Leave a message because I’ll be out buying batteries.



Reader Comments (9)
It's funny thinking the turkey in the photo is you running around in search of batteries lol. You see that turkey part hanging off the front of him there? Do you reckon that's his insulin pump satchel? ;)
In all seriousness though, I'm glad you were able to find a battery for your pump and that your settings stayed in tact. That had to have sent the stress level rising lol.
Alison -- I always keep extra batteries on hand, but I am now reminded that I "volunteered" them for someone's wireless computer mouse last month, then forgot to restock. Doh!
Sorry to laugh at your misadventure, but I haven't laughed so hard in a while. The way you described everything was hilarious - even though I'm sure it wasn't very funny at the time.

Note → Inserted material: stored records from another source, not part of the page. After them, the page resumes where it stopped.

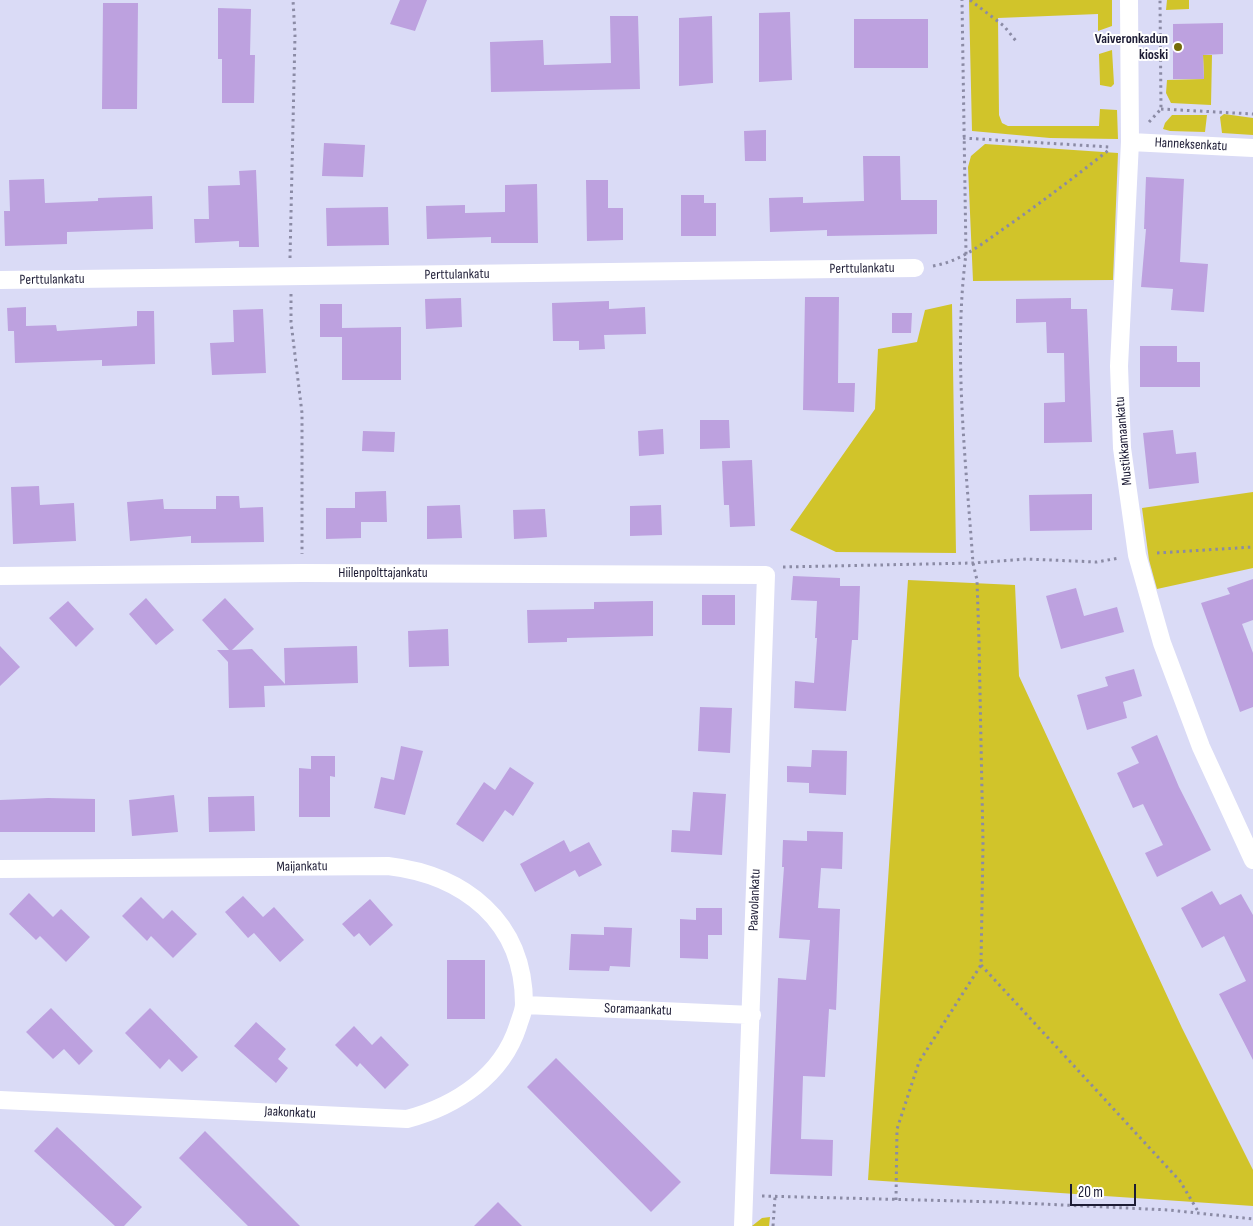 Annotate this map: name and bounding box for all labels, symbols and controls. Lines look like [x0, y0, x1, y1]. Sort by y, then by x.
place label: Vaiveronkadun kioski [1095, 31, 1168, 64]
marker: Vaiveronkadun kioski [1172, 41, 1184, 53]
street label: Hanneksenkatu [1154, 135, 1228, 155]
street label: Perttulankatu [829, 260, 895, 278]
street label: Perttulankatu [424, 266, 490, 284]
street label: Perttulankatu [19, 271, 85, 289]
street label: Mustikkamaankatu [1112, 396, 1136, 486]
street label: Hiilenpolttajankatu [338, 565, 428, 581]
street label: Maijankatu [276, 858, 328, 876]
street label: Paavolankatu [746, 869, 764, 931]
street label: Soramaankatu [604, 1000, 672, 1020]
street label: Jaakonkatu [264, 1103, 316, 1123]
scale bar [1073, 1174, 1139, 1206]
text: 20 m [1078, 1183, 1103, 1202]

Seriously though - I really hope this doesn't happen to you again. The thought of losing all that information is terrifying. I write down everything, too. But I'm usually a few days behind. So some things would have been lost if this happened to me. Good luck keeping up with the batteries.
BTW, we have a lot of wild turkeys in our area. They just stand next to or right in the middle of the road. They're not scared - just stupid, I think. Strange animals...
Hi,
I once lost all the settings on my 512 when I was having 'issues' with it and was waiting for a replacement ... at the time, I didn't realize not having a battery in for an extended time period (almost a full day) would wipe everything out! Lesson learned and after that, I now have all the settings written down & a 10 pack of AAA's!
Randee
Donna -- Why can't we ever get a LOW BATT message standing in front of the Duracell rack at WalMart? I swear the pump makers have one guy in a room somewhere with an evil remote joystick that makes things go bad at the worst possible moment.
Randee -- Welcome, welcome, and thanks for answering my question. I feel badly that you learned it the hard way, though.
Jeff,
You've been tagged for the random 7!
The rules are simple:
1. Link to the person’s blog who tagged you.
2. Post these rules on your blog.
3. List seven random and/or weird facts about yourself.
4. Tag seven random people at the end of your post.
5. Let each person know they've been tagged by leaving a comment on their blog.
Oh, and have fun!
I tagged you! Hop over to my blog for the info.
Ditto - but I'm late sending you the note!
Thank God for remote controls! That's terrible! ...and a little funny. I've never even thought about the fact that pumps run on batteries! I'd probably see Low Batt and think I was about to be attacked. I'm certainly glad the problem got resolved before something really bad happened.